All those limitations are, at the very least, irritating. Some of them even make completely unfeasible some kind of applications. At first, I was felt deceived by GAE. However, after browsing some more documentation I soon realized what GAE is all about.

Some background is in order: I live and breathe business applications. By that, I mean that I'm used to the scale of ERPs or Data Warehouses that span, at best (one would say sometimes worst) thousands of users. That's a formidable challenge in itself, and one that takes a dedicated army of engineers to keep running day to day. The usual mid sized system is aimed at a medium size business or a department inside a big corporation, never tops 150 users. And I've devoted a significant part of my professional efforts to study those environments and to make them perform better.

Now, Google plays in another different league. They provide consumer applications. While business users can be in the thousands, consumers are in the millions range. That takes another completely different mindset when planning and scaling applications.
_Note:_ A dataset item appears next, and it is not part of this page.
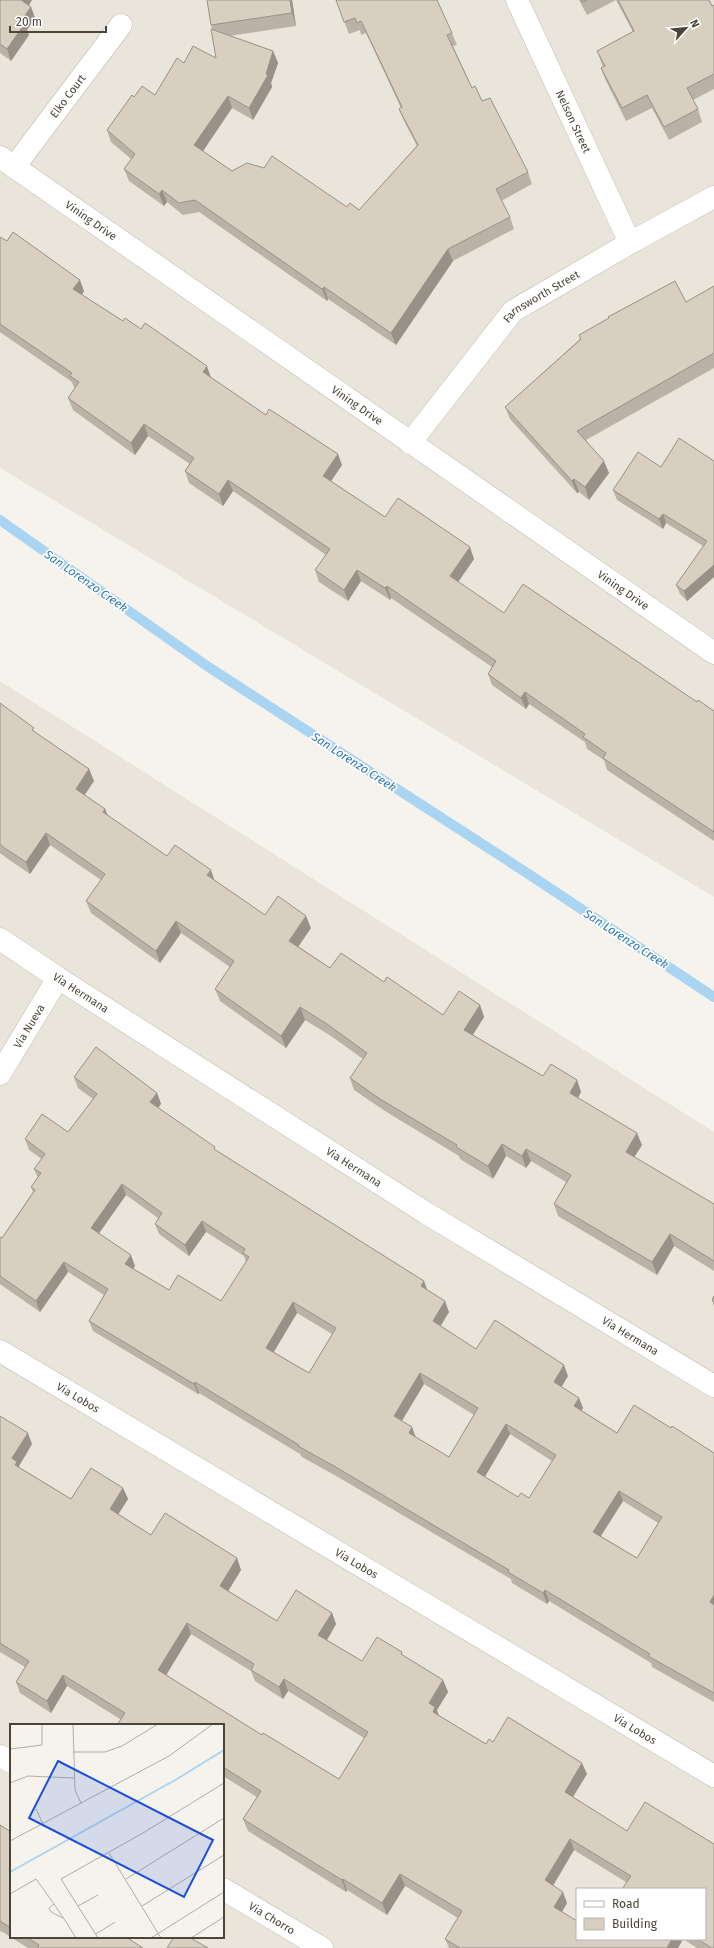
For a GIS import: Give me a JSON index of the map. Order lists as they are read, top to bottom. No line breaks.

The GAE restrictions are not there just because Google engineers are timid or have developed an incomplete environment. They are there because GAE can make your application scale very big. Awfully big. With that in mind, you can start to explain to yourself why GAE datastore has so many restrictions. Those restrictions are luxuries that you can only afford when you can limit your user base to most a few thousands users. If you want to scale beyond that, you have to give up on some things.
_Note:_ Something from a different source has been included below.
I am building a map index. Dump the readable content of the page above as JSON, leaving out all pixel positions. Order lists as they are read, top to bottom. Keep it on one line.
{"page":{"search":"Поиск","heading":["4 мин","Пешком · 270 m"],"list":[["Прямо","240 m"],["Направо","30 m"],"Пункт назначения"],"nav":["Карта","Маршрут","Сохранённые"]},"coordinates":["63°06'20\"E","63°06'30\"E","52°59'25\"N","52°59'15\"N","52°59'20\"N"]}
Consumer applications are different


In short, don't expect to see shortly an ERP built atop of GAE. It's not the ideal environment for that. But it's equally unlikely that there is ever consumer level demand for your own ERP, isn't it? Think of GAE then as an ideal platform for consumer level applications. Then it starts to make sense. Think of Amazon EC as a super scalable hosting service, where you basically can make your application scale in terms of hardware, but you're going to be on your own when defining how to make that hardware perform.

Even so, GAE and related environments bring a new set of challenges, at least for me, in terms of how to efficiently store and retrieve data. I'll keep posting my findings, and I'm sure it will be a lot of fun to explore and discover.